The property, now in the hands of trustees for creditors, previously belonged to the Easterday family, which has its roots in Eastern Washington going back to 1958, when patriarch Ervin Easterday moved his farming operation from Nampa, Idaho, to 300 acres of undeveloped land in what was then the new Columbia Basin Reclamation Irrigation project.
In 1989, grandson Cody became a partner and worked alongside his father, Gale, just as Gale had done with his own father. Together, they grew Easterday Farms into an 18,000-acre operation producing potatoes, onions, corn and wheat. Cody directed the Easterday Ranches feedlots, where grain products from the farms were used to feed cattle, while his brother Cully worked as the farm agronomist.
According to a complaint filed on Jan. 25 by Tyson Foods, Inc. (a supplier of beef and pork products), Easterday Ranches, which had entered into a contractual relationship with the supplier in 2014, defrauded Tyson out of $225 million by falsely claiming 220,000 head of cattle in its inventory that did not exist. The swindle, or “Cattlegate”as its come to be known in agriculture circles, is the largest “ghost cattle” fraud in American history, perpetuated by a loophole Cody Easterday exploited in an attempt to recoup over $200 million in losses incurred by bets he made on the commodities futures market.
On Feb. 1, Easterday Ranches filed for bankruptcy protection, followed by Easterday Farms one week later.

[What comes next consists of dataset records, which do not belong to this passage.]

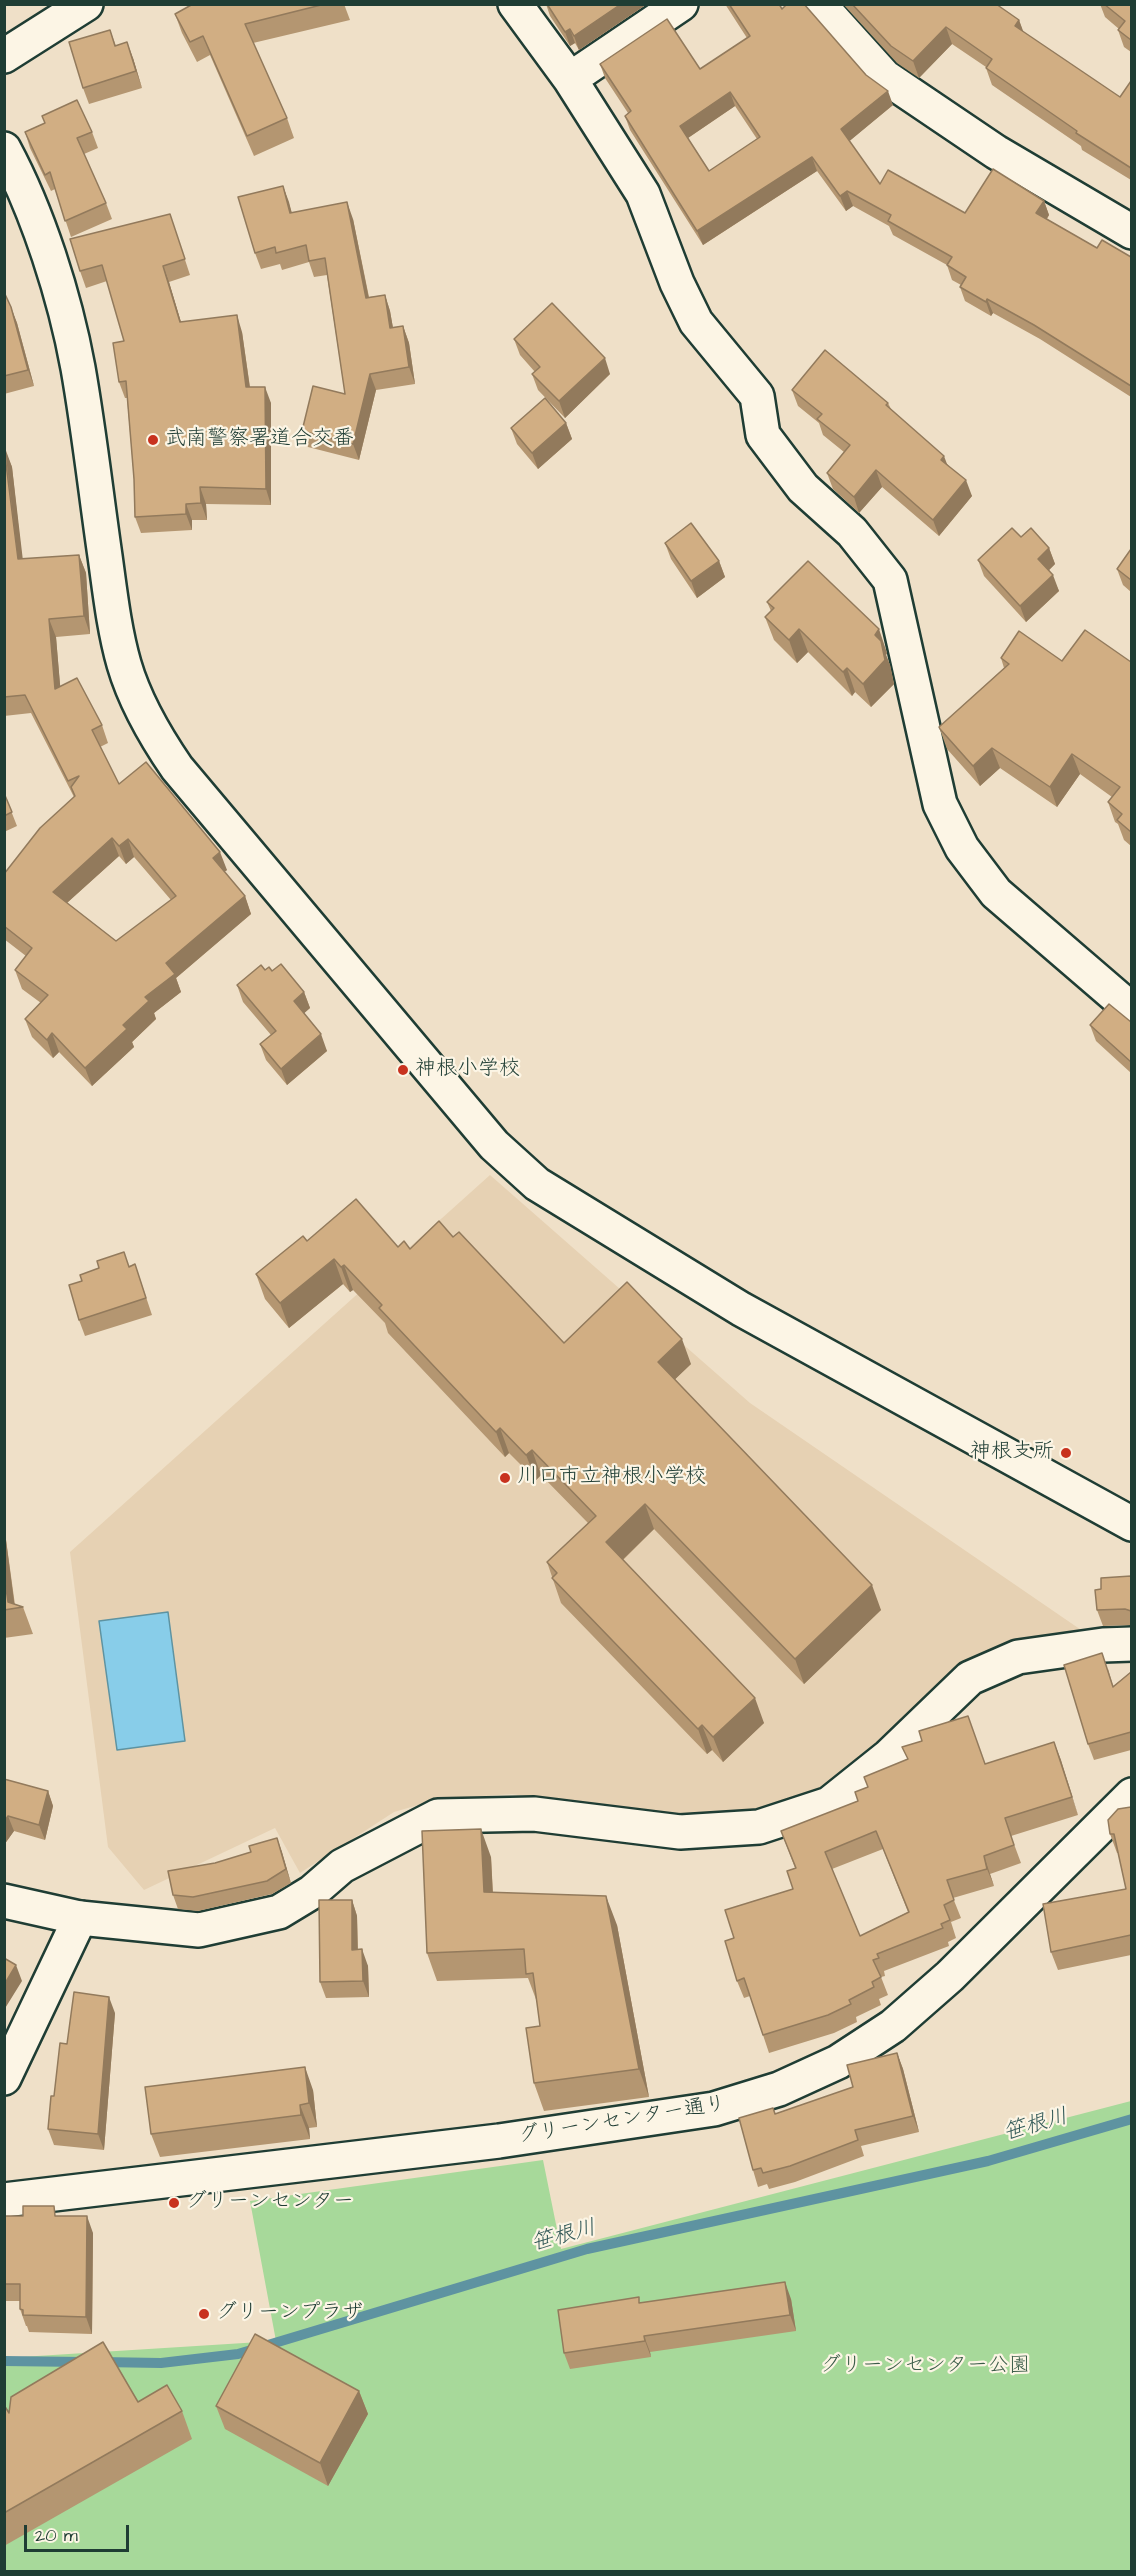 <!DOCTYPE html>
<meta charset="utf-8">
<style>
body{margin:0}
#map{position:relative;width:1136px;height:2576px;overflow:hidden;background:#efe0c8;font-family:"Architects Daughter",sans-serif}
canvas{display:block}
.frame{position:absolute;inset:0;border:6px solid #1f3d34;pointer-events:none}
.scale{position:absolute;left:24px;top:2525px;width:105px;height:27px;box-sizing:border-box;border:3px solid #1f3d34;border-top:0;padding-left:8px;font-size:18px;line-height:21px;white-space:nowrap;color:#1f3d34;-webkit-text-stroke:4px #fcf5e5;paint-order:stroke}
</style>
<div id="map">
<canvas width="1136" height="2576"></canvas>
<div class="frame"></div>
<div class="scale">20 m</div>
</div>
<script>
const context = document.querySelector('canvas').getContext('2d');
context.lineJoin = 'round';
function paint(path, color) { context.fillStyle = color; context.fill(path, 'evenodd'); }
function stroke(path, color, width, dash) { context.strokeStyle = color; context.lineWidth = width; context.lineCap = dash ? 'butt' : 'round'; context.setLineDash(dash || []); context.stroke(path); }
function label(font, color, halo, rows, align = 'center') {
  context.font = font + ' "Architects Daughter","Klee One",sans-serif'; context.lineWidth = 4.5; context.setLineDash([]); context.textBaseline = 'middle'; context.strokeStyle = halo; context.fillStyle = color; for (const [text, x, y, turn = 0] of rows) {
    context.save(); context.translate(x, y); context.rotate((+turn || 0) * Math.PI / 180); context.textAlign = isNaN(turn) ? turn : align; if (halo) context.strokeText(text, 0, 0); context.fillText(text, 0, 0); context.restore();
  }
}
const built = new Path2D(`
 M490,1175L750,1403L1087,1634L1021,1641L877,1752L802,1802L701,1816L626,1810L512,1794L439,1799L394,1812L300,1873L275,1828L144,1890L108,1847L70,1552Z`);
const green = new Path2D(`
 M1131,2101V2571L5,2572V2358L276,2341L250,2201L543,2160L561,2249Z`);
const water = new Path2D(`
 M168,1612L185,1741L117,1750L99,1621Z`);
const stream = new Path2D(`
 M4,2361L83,2362
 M101,2362L161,2363L238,2354L587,2249L988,2161L1132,2119`);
const minor = new Path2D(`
 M515,4L570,79L643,194L677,283L696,322L757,396L763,435L803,488L852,532L890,580L940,804L962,848L996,893L1132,1010
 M819,4L885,77L996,152L1132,232
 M4,56L86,4
 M570,79L681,4
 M4,1901L80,1918L199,1930L279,1912L312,1892L342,1866L438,1816L534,1814L680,1832L759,1827L829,1804L889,1756L970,1678L1018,1657L1103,1645L1132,1644`);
const tertiary = new Path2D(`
 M4,149C38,212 65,297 78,368C89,430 96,494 105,556C110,592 114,629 124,664C135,702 155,736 177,768L494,1145L537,1184L741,1309L1132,1524
 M4,2078L80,1918
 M4,2200L499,2141L714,2109L779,2089L838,2062L893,2026L950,1976L1132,1795`);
const wall = new Path2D(`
 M193,4H344L350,20L253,43L287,118L294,138L254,156L210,55L197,62L182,33L175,14Z
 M546,4H647L579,50L575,43L570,46L550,16Z
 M725,4H779L782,9L866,75L893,105L849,141L880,184L965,213L1044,201L1049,215L1047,219L1097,248L1131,257V397L1040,339L993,313L991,316L965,301L960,287L961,285L952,280L947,265L893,235L889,226L853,206L846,211L817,171L703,245L630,130L625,116L628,113L605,78L600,64L700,69L747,38ZM735,106L757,139L709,171L688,138Z
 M843,4H996L1019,20L1023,32L1120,97L1131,81V180L1082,150L1081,146L992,85L986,68V67L952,44L919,78L897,63Z
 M1100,4H1131V52L1124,47L1118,30L1119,29L1105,17Z
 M110,30L116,46L133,58L142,88L89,104L83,88Z
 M42,116L92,132L98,148L84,154L106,203L112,219L71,237L55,189L51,191L30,148L25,132L45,123Z
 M283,186L292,213L353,219L369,297L385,295L390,311L393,328L403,326L409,343L415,384L376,390L359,460L308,447L302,431L345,394L327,275L314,277L309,262L282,270L280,264L261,269L255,253Z
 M170,214L190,275L169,282L181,322L242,332L250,387L271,403V505L206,504L207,520H192V530L141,533L135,517L134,479L127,398H125L119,382L124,341L107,281L86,288L80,271Z
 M4,292L17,323L34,386L4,394Z
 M514,339L610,374L565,418L538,390L532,374L535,372L520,355Z
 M792,390L888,403L891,409L948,465L972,496L939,536L882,487L859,513L833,489L827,473L844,452L823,435L819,423L798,406Z
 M566,423L572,439L538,469L517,444L511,428Z
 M4,448L12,467L22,559L79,555L86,573L90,634L56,637L60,686L102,725L108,743L100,747L119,784L227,870L224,872L245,896L251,914L176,978L181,992L154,1013L156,1019L132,1042L134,1047L92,1086L59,1052L53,1058L32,1037L25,1019L41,1003L22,989L15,970L26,956L4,939V874L74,797L31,713L4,716ZM119,856L126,864L134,857L171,900L116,941L67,903Z
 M1021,537L1049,548L1055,564L1049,570L1059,591L1026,622L984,576L978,560Z
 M665,543L719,561L725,577L697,598L671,559Z
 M1131,549V592L1123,585L1117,569Z
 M767,602L887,653L886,655L890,665L894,684L871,707L855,692L852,696L808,652L797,663L774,640L765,617L771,611Z
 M1001,658L1062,661L1131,662V846L1124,840L1118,824L1115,822L1108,802L1112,797L1080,774L1057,807L1000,768L980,786L947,749L939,727L1004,668Z
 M4,793L17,826L4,832Z
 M265,970L272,971L304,992L310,1008L304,1013L327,1051L287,1085L266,1060L260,1044L271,1035L243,1002L237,985Z
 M1131,1022V1073L1096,1041L1090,1025Z
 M453,1237L564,1343L691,1364L675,1379L881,1610L804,1684L654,1529L623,1560L764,1723L723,1762L712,1750L707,1754L561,1603L547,1562L588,1523L541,1475L536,1480L509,1453L505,1457L388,1333L385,1323L353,1290L350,1292L343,1284L289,1328L265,1299L256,1274L307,1241L410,1249Z
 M135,1264L152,1315L85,1336L79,1320L129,1266Z
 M4,1525L15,1605L23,1607L33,1634L4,1638Z
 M1131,1576V1625L1103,1626L1097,1610L1101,1589Z
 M1108,1669L1113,1686L1131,1672V1750L1094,1760L1088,1744Z
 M1054,1742L1078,1815L1011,1836L1021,1863L990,1874L994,1886L953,1898L961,1918L951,1922L956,1938L948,1942L949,1946L884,1971L885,1976L881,1977L888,1995L879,1999L881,2005L856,2017L857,2022L834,2033L769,2053L750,1996L744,1998L737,1981L734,1938L793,1889L795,1868L781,1831L985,1764ZM883,1849L908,1912L860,1936L832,1869Z
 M4,1779L48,1791L53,1806L45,1840L14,1831L4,1845Z
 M1131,1807V1955L1058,1970L1051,1952L1126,1889L1118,1853H1117L1110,1834Z
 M277,1838L291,1883L272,1894L198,1911L178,1909L173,1895Z
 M491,1857L493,1893L617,1925L649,2097L544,2111L534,2083L540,2026L537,2002L528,1978L437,1981L427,1953Z
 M352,1900L357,1916L358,1950L368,1966L369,1997L326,1998L320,1982Z
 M115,2013L104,2150L54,2145L48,2129L67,2044Z
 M897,2053L903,2069L919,2132L861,2146L864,2156L795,2182L769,2189L767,2184L758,2187L753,2170L773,2108L776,2114L853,2087Z
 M313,2090L317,2127L309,2128L310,2139L160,2157L151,2134Z
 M4,2216H58L93,2233L92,2334L29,2332L27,2326H26L20,2309V2301H4Z
 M791,2299L796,2331L650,2352L651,2357L570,2369L564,2353L641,2303Z
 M359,2391L368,2414L328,2486L225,2429L216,2406Z
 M138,2402L182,2411L192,2439L4,2546V2405L9,2413Z`);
const shadedWall = new Path2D(`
 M621,4H647L579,50L574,36Z
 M1019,20L1025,36L1015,26Z
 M946,27L952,44L919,78L913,61Z
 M570,29L575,43L570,46L565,32Z
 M127,42L133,58L142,88L136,71Z
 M888,91L893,105L846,144L841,129Z
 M730,92L735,106L685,140L680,126Z
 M812,157L817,171L703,245L697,231Z
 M283,186L289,202L296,230L290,213Z
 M847,191L853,206L846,211L840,196Z
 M1044,201L1049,215L1041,227L1036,213Z
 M347,202L353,219L372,314L366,298Z
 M163,266L169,282L186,339L180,322Z
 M385,295L390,311L396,345L390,328Z
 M987,299L993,313L991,316L986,302Z
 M11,307L17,323L34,386L28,370Z
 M237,315L242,332L252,403L246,387Z
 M403,326L409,343L415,384L409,367Z
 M605,358L610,374L565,418L559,401Z
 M370,374L376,390L359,460L353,444Z
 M265,387L271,403V505L266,489Z
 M566,423L572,439L538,469L532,453Z
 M5,448L12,467L25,578L18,559Z
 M944,456L950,472L941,460Z
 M876,470L882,487L859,513L854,497Z
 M966,480L972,496L939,536L933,520Z
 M200,487L206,504L207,520L201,503Z
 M186,504L192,520V530L186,514Z
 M1049,548L1055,564L1044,575L1038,559Z
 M79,555L86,573L90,634L84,616Z
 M719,561L725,577L697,598L691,581Z
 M1053,575L1059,591L1026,622L1020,606Z
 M49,619L56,637L62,707L55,689Z
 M799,629L808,652L797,663L789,640Z
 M879,629L887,653L886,655L890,665L894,684L871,707L863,684L875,635Z
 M847,668L855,692L852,696L843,672Z
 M992,748L1000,768L980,786L973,766Z
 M1072,754L1080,774L1057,807L1050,787Z
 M112,838L119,856L59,910L53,892Z
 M128,839L134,857L126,864L119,846Z
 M220,852L227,870L219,876L213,858Z
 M245,896L251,914L176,978L181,992L154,1013L156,1019L132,1042L134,1047L92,1086L85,1068L123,1025L145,997L166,963Z
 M304,992L310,1008L300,1017L294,1001Z
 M52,1033L59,1052L53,1058L47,1040Z
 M321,1034L327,1051L287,1085L281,1069Z
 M334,1259L343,1284L289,1328L280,1303Z
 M344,1265L353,1290L350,1292L341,1267Z
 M682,1339L691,1364L667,1387L658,1362Z
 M500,1428L509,1453L505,1457L496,1432Z
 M532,1450L541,1475L536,1480L526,1455Z
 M645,1504L654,1529L615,1567L606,1542Z
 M4,1525L15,1609L8,1602L4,1575Z
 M872,1585L881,1610L804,1684L795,1659Z
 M755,1698L764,1723L723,1762L713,1737Z
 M702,1725L712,1750L707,1754L698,1729Z
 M1054,1742L1061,1760L1078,1815L1072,1797Z
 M48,1791L53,1806L45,1840L39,1825Z
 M8,1816L14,1831L4,1845V1822Z
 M481,1829L491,1857L494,1920L484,1892Z
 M277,1838L282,1852L291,1883L286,1869Z
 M984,1856L994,1886L987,1869Z
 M606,1896L617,1925L649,2097L639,2069Z
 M352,1900L357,1916L358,1966L352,1950Z
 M362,1949L368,1966L369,1997L363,1981Z
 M16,1965L22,1981L4,2010V1985Z
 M109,1997L115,2013L104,2150L98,2134Z
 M897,2053L903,2069L919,2132L913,2116Z
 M305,2067L313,2090L317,2127L309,2103Z
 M300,2105L309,2128L310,2139L301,2115Z
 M87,2216L93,2233L92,2334L86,2317Z
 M785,2282L791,2299L796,2331L790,2315Z
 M644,2336L650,2352L651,2357L645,2341Z
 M359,2391L368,2414L328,2486L320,2463Z`);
const building = new Path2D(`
 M193,4H325L245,24L287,118L247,136L203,36L190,42L175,14Z
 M547,4H621L574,36L570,29L565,32Z
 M729,4H779L782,9L787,4H804L866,75L888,91L841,129L880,184L888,170L965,213L993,169L1044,201L1036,213L1097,248L1102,240L1131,257V386L1034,325L987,299L986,302L960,287L966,277L947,265L952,257L888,221L891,215L847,191L840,196L812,157L697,231L625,116L631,111L600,64L667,19L700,69L750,36ZM730,92L760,137L709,171L680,126Z
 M852,4H996L1019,20L1015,26L1120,97L1131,81V168L1076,133L1077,131L986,68L992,59L946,27L913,61L891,46Z
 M1104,4H1131V40L1118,30L1125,21Z
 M110,30L115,46L127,42L136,71L83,88L69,42Z
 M77,100L92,132L77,138L106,203L65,221L50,172L45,175L25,132L45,123L42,116Z
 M283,186L290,213L347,202L366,298L385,295L390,328L403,326L409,367L370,374L353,444L302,431L313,386L345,394L325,258L309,261L306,245L276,253L275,247L255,253L238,197Z
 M170,214L185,259L163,266L180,322L237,315L246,387H265L266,489L200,487L201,503L186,504V514L135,517L134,479L126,381L119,382L113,343L124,341L102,265L80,271L70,239Z
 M4,292L11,307L28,370L4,376Z
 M552,303L605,358L559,401L532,374L540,367L514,339Z
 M825,350L888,403L886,405L944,456L941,460L966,480L933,520L876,470L854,497L827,473L850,445L817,419L822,414L792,390Z
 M545,398L566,423L532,453L511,428Z
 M4,448L18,559L79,555L84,616L49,619L55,689L77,678L102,725L92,730L119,784L146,762L220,852L213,858L245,896L166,963L175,974L145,997L149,1001L123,1025L127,1029L85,1068L52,1033L47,1040L25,1019L48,995L15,970L32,948L4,926V874L40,828L75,796L71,787L79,776L68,781L25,695L4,697ZM112,838L119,846L128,839L176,896L116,941L53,892Z
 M691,523L719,561L691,581L665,543Z
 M1012,528L1021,537L1031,528L1049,548L1038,559L1053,575L1020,606L978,560Z
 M1131,549V580L1117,569Z
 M808,561L879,629L875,635L881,641L885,660L863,684L847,668L843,672L799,629L789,640L765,617L774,608L767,602Z
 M1085,630L1131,662V832L1117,820L1122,814L1108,802L1120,787L1072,754L1050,787L992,748L973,766L940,729L939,727L1009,664L1001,658L1019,631L1062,661Z
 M4,793L12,812L4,816Z
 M281,964L304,992L294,1001L321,1034L281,1069L260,1044L276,1031L237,985L261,965L265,970L269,967L272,971Z
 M1109,1004L1131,1022V1062L1090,1025Z
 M356,1199L398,1247L404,1241L410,1249L439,1221L453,1237L459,1232L564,1343L627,1282L682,1339L658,1362L872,1585L795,1659L645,1504L606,1542L755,1698L713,1737L702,1725L698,1729L552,1578L557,1573L547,1562L596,1516L532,1450L526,1455L500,1428L496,1432L379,1308L382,1305L344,1265L341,1267L334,1259L280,1303L256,1274L303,1236L307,1241Z
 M124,1252L129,1267L135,1264L146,1298L79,1320L69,1285L82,1281L80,1275L99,1268L97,1261Z
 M4,1575L8,1602L23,1607L4,1610Z
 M1131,1576V1611L1125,1609L1097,1610L1095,1590L1101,1589V1578Z
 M1102,1653L1113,1687L1131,1672V1732L1088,1744L1064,1665Z
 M968,1716L985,1764L1054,1742L1072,1797L1005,1818L1014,1845L984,1856L987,1869L947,1880L954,1900L944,1905L950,1920L941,1924L943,1928L877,1954L879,1958L873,1960L881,1977L872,1982L874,1987L849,2000L851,2004L828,2015L763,2035L744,1978L737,1981L725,1941L734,1938L725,1910L793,1889L787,1871L796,1868L781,1831L858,1801L855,1792L868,1787L864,1777L908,1759L902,1747L922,1741L919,1731ZM876,1831L909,1912L860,1936L825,1852Z
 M4,1779L48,1791L39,1825L8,1816L4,1822Z
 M1131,1807V1935L1051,1952L1043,1904L1126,1889L1114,1834H1110L1108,1820L1118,1809Z
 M481,1829L484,1892L606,1896L639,2069L534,2083L526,2028L540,2026L533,1973L526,1974L524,1949L427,1953L422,1831Z
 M277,1838L286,1869L267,1881L193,1897L173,1895L168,1871L215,1863L251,1852L249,1846Z
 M319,1900H352V1950L362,1949L363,1981L320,1982Z
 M4,1958L16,1965L4,1985Z
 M74,1992L109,1997L98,2134L48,2129L51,2096H54L60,2043L67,2044Z
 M897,2053L913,2116L855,2130L858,2140L790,2166L763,2173L761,2168L753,2170L739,2118L773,2108L775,2114L853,2087L847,2065Z
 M305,2067L309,2103L300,2105L301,2115L151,2134L145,2087Z
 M23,2206H54L55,2216H87L86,2317L23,2315V2310L20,2309V2284H4V2216H23Z
 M785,2282L790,2315L644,2336L645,2341L564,2353L558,2310L639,2297V2303Z
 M255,2334L359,2391L320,2463L216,2406Z
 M103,2342L138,2402L167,2385L182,2411L4,2513V2405L9,2413L11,2397Z`);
const markers = [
 [153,440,6,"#c8321e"],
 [403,1070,6,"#c8321e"],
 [1066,1453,6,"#c8321e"],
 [505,1478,6,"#c8321e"],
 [174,2203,6,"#c8321e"],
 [204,2314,6,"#c8321e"]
];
const poiNames = [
 ["武南警察署道合交番",165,440],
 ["神根小学校",415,1070],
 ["神根支所",1054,1453,"right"],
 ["川口市立神根小学校",517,1478],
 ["グリーンセンター",186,2203],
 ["グリーンプラザ",216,2314]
];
const streetNames = [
 ["グリーンセンター通り",622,2121,-9]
];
const parkNames = [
 ["グリーンセンター公園",925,2367]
];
const waterNames = [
 ["笹根川",1036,2126,-16],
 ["笹根川",564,2237,-15]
];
paint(built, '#e6d1b3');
paint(green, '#a7d99a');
paint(water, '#88cde9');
stroke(water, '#5e93a1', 1.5);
stroke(stream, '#5e93a1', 10);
stroke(minor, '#1f3d34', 38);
stroke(tertiary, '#1f3d34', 38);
stroke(minor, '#fcf5e5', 33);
stroke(tertiary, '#fcf5e5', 33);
paint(wall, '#b49671');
paint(shadedWall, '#927a5c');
paint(building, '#d1ae83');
stroke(building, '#927a5c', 1.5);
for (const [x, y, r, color] of markers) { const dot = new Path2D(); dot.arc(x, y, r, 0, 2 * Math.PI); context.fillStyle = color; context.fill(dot); stroke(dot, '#fcf5e5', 2); }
label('21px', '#1f3d34', '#fcf5e5', poiNames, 'left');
label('21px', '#1f3d34', '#fcf5e5', streetNames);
label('21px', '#3a5c48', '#fcf5e5', parkNames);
label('italic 22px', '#345a58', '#fcf5e5', waterNames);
</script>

The Tyson lawsuit was swiftly followed by a second suit, filed in federal court by the Commodity Futures Trading Commission, or CFTC, against Cody Easterday and Easterday Ranches. Now, Easterday faces civil charges from the CFTC for allegedly providing fraudulent information to the Chicago Mercantile Exchange (CME).
The U.S. Department of Justice began a criminal investigation into the matter that resulted in a federal summons and Easterday’s guilty plea on March 31. Easterday has agreed to make restitution to Tyson and the unnamed company to the tune of $244 million. Wire fraud at this level carries a maximum sentence of 20 years in prison, but Easterday is not due to be sentenced until August of this year.
In a classic American twist of fortunes, the empire Cody’s grandfather began to assemble as an independent farmer in 1958 will now likely fall into the hands of one of America’s two largest landowners, when the results of the bankruptcy auction are set to be certified in August.
“In the final analysis, it’s a shame that Cody Easterday sullied the name of hardworking farmers everywhere with his actions,” reflects Olsen, who has worked in the industry for most of his career. “We would have liked to see ownership of that property stay in the community, but the trend nationwide is that a piece of land that big, while it could have been broken up into local ownership, because of the scale, value and dollars involved, it’s no surprise that an institutional investor is picking it up.”